Retype the records that come next, word for word.

Stored data entries
□ □ □ □ □ □ □

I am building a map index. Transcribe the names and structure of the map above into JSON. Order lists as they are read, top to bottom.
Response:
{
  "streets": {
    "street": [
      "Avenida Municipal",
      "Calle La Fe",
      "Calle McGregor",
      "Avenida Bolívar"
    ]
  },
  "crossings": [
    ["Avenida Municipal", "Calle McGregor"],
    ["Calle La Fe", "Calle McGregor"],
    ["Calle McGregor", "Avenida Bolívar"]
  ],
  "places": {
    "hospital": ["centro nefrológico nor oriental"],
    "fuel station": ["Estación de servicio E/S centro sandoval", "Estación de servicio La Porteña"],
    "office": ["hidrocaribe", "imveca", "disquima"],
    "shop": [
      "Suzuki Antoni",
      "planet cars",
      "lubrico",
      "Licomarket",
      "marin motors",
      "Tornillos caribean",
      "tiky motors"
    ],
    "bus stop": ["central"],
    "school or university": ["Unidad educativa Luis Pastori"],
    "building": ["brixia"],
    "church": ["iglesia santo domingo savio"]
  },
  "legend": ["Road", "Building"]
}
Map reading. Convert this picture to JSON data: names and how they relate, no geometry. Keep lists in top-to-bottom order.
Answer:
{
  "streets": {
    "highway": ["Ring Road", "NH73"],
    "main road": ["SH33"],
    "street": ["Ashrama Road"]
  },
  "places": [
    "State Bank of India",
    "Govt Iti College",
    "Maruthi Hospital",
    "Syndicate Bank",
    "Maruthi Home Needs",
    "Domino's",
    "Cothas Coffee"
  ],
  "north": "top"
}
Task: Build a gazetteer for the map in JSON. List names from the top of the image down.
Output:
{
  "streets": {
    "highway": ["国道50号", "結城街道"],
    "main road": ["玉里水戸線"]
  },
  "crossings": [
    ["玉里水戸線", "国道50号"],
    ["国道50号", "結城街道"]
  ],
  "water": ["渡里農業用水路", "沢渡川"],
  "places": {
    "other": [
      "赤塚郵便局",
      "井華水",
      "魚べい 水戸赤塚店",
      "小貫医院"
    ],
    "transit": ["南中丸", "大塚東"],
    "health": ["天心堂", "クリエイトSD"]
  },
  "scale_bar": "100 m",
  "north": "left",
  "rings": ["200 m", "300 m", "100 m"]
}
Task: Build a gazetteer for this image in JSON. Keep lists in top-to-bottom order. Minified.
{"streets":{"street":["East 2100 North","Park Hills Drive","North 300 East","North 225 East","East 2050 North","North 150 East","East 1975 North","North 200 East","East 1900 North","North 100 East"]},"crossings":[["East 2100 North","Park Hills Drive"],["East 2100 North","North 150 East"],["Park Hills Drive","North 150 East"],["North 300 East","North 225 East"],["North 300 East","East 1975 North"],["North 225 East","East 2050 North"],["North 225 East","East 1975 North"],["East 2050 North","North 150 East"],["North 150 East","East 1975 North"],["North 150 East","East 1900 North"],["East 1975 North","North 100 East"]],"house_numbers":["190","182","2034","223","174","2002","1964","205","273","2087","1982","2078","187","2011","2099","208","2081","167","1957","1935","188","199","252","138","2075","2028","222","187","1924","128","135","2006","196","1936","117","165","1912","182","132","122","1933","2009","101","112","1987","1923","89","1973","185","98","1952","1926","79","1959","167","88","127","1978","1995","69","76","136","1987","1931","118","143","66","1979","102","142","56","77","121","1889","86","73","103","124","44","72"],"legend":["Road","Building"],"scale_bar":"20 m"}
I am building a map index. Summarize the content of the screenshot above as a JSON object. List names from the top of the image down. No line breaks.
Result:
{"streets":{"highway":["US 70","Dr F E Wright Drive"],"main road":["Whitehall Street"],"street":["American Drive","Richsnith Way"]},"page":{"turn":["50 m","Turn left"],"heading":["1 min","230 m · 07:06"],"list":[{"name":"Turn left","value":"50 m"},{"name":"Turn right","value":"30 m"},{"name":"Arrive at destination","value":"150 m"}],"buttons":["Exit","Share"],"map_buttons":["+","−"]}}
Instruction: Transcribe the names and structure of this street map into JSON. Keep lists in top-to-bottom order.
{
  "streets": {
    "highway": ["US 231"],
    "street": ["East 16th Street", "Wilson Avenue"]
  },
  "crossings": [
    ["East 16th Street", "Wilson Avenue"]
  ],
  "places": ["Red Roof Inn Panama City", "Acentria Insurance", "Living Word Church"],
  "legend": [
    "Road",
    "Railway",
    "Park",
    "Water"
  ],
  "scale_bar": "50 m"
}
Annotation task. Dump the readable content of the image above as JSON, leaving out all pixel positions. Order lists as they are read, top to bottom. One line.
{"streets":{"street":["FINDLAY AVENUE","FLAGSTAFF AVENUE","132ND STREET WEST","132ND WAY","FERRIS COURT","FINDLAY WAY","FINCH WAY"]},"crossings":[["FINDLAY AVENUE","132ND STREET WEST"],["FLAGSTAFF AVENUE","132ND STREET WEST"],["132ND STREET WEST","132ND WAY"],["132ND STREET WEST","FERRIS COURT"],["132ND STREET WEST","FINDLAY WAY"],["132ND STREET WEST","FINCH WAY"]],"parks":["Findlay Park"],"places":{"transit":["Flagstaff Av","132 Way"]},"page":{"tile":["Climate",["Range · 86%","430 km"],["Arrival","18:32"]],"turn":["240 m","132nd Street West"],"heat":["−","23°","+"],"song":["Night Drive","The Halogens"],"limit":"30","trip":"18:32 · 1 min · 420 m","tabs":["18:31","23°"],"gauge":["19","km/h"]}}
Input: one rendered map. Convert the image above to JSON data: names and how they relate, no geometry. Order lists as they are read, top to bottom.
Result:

□ □ □ □ □ □ □

◆ **Solved exercise**
I am building a map index. Transcribe the names and structure of the map above into JSON. Order lists as they are read, top to bottom.
Response:
{
  "streets": {
    "street": [
      "Avenida Municipal",
      "Calle La Fe",
      "Calle McGregor",
      "Avenida Bolívar"
    ]
  },
  "crossings": [
    ["Avenida Municipal", "Calle McGregor"],
    ["Calle La Fe", "Calle McGregor"],
    ["Calle McGregor", "Avenida Bolívar"]
  ],
  "places": {
    "hospital": ["centro nefrológico nor oriental"],
    "fuel station": ["Estación de servicio E/S centro sandoval", "Estación de servicio La Porteña"],
    "office": ["hidrocaribe", "imveca", "disquima"],
    "shop": [
      "Suzuki Antoni",
      "planet cars",
      "lubrico",
      "Licomarket",
      "marin motors",
      "Tornillos caribean",
      "tiky motors"
    ],
    "bus stop": ["central"],
    "school or university": ["Unidad educativa Luis Pastori"],
    "building": ["brixia"],
    "church": ["iglesia santo domingo savio"]
  },
  "legend": ["Road", "Building"]
}
Map reading. Convert this picture to JSON data: names and how they relate, no geometry. Keep lists in top-to-bottom order.
Answer:
{
  "streets": {
    "highway": ["Ring Road", "NH73"],
    "main road": ["SH33"],
    "street": ["Ashrama Road"]
  },
  "places": [
    "State Bank of India",
    "Govt Iti College",
    "Maruthi Hospital",
    "Syndicate Bank",
    "Maruthi Home Needs",
    "Domino's",
    "Cothas Coffee"
  ],
  "north": "top"
}
Task: Build a gazetteer for the map in JSON. List names from the top of the image down.
Output:
{
  "streets": {
    "highway": ["国道50号", "結城街道"],
    "main road": ["玉里水戸線"]
  },
  "crossings": [
    ["玉里水戸線", "国道50号"],
    ["国道50号", "結城街道"]
  ],
  "water": ["渡里農業用水路", "沢渡川"],
  "places": {
    "other": [
      "赤塚郵便局",
      "井華水",
      "魚べい 水戸赤塚店",
      "小貫医院"
    ],
    "transit": ["南中丸", "大塚東"],
    "health": ["天心堂", "クリエイトSD"]
  },
  "scale_bar": "100 m",
  "north": "left",
  "rings": ["200 m", "300 m", "100 m"]
}
Task: Build a gazetteer for this image in JSON. Keep lists in top-to-bottom order. Minified.
{"streets":{"street":["East 2100 North","Park Hills Drive","North 300 East","North 225 East","East 2050 North","North 150 East","East 1975 North","North 200 East","East 1900 North","North 100 East"]},"crossings":[["East 2100 North","Park Hills Drive"],["East 2100 North","North 150 East"],["Park Hills Drive","North 150 East"],["North 300 East","North 225 East"],["North 300 East","East 1975 North"],["North 225 East","East 2050 North"],["North 225 East","East 1975 North"],["East 2050 North","North 150 East"],["North 150 East","East 1975 North"],["North 150 East","East 1900 North"],["East 1975 North","North 100 East"]],"house_numbers":["190","182","2034","223","174","2002","1964","205","273","2087","1982","2078","187","2011","2099","208","2081","167","1957","1935","188","199","252","138","2075","2028","222","187","1924","128","135","2006","196","1936","117","165","1912","182","132","122","1933","2009","101","112","1987","1923","89","1973","185","98","1952","1926","79","1959","167","88","127","1978","1995","69","76","136","1987","1931","118","143","66","1979","102","142","56","77","121","1889","86","73","103","124","44","72"],"legend":["Road","Building"],"scale_bar":"20 m"}
I am building a map index. Summarize the content of the screenshot above as a JSON object. List names from the top of the image down. No line breaks.
Result:
{"streets":{"highway":["US 70","Dr F E Wright Drive"],"main road":["Whitehall Street"],"street":["American Drive","Richsnith Way"]},"page":{"turn":["50 m","Turn left"],"heading":["1 min","230 m · 07:06"],"list":[{"name":"Turn left","value":"50 m"},{"name":"Turn right","value":"30 m"},{"name":"Arrive at destination","value":"150 m"}],"buttons":["Exit","Share"],"map_buttons":["+","−"]}}
Instruction: Transcribe the names and structure of this street map into JSON. Keep lists in top-to-bottom order.
{
  "streets": {
    "highway": ["US 231"],
    "street": ["East 16th Street", "Wilson Avenue"]
  },
  "crossings": [
    ["East 16th Street", "Wilson Avenue"]
  ],
  "places": ["Red Roof Inn Panama City", "Acentria Insurance", "Living Word Church"],
  "legend": [
    "Road",
    "Railway",
    "Park",
    "Water"
  ],
  "scale_bar": "50 m"
}
Annotation task. Dump the readable content of the image above as JSON, leaving out all pixel positions. Order lists as they are read, top to bottom. One line.
{"streets":{"street":["FINDLAY AVENUE","FLAGSTAFF AVENUE","132ND STREET WEST","132ND WAY","FERRIS COURT","FINDLAY WAY","FINCH WAY"]},"crossings":[["FINDLAY AVENUE","132ND STREET WEST"],["FLAGSTAFF AVENUE","132ND STREET WEST"],["132ND STREET WEST","132ND WAY"],["132ND STREET WEST","FERRIS COURT"],["132ND STREET WEST","FINDLAY WAY"],["132ND STREET WEST","FINCH WAY"]],"parks":["Findlay Park"],"places":{"transit":["Flagstaff Av","132 Way"]},"page":{"tile":["Climate",["Range · 86%","430 km"],["Arrival","18:32"]],"turn":["240 m","132nd Street West"],"heat":["−","23°","+"],"song":["Night Drive","The Halogens"],"limit":"30","trip":"18:32 · 1 min · 420 m","tabs":["18:31","23°"],"gauge":["19","km/h"]}}
Input: one rendered map. Convert the image above to JSON data: names and how they relate, no geometry. Order lists as they are read, top to bottom.
Result:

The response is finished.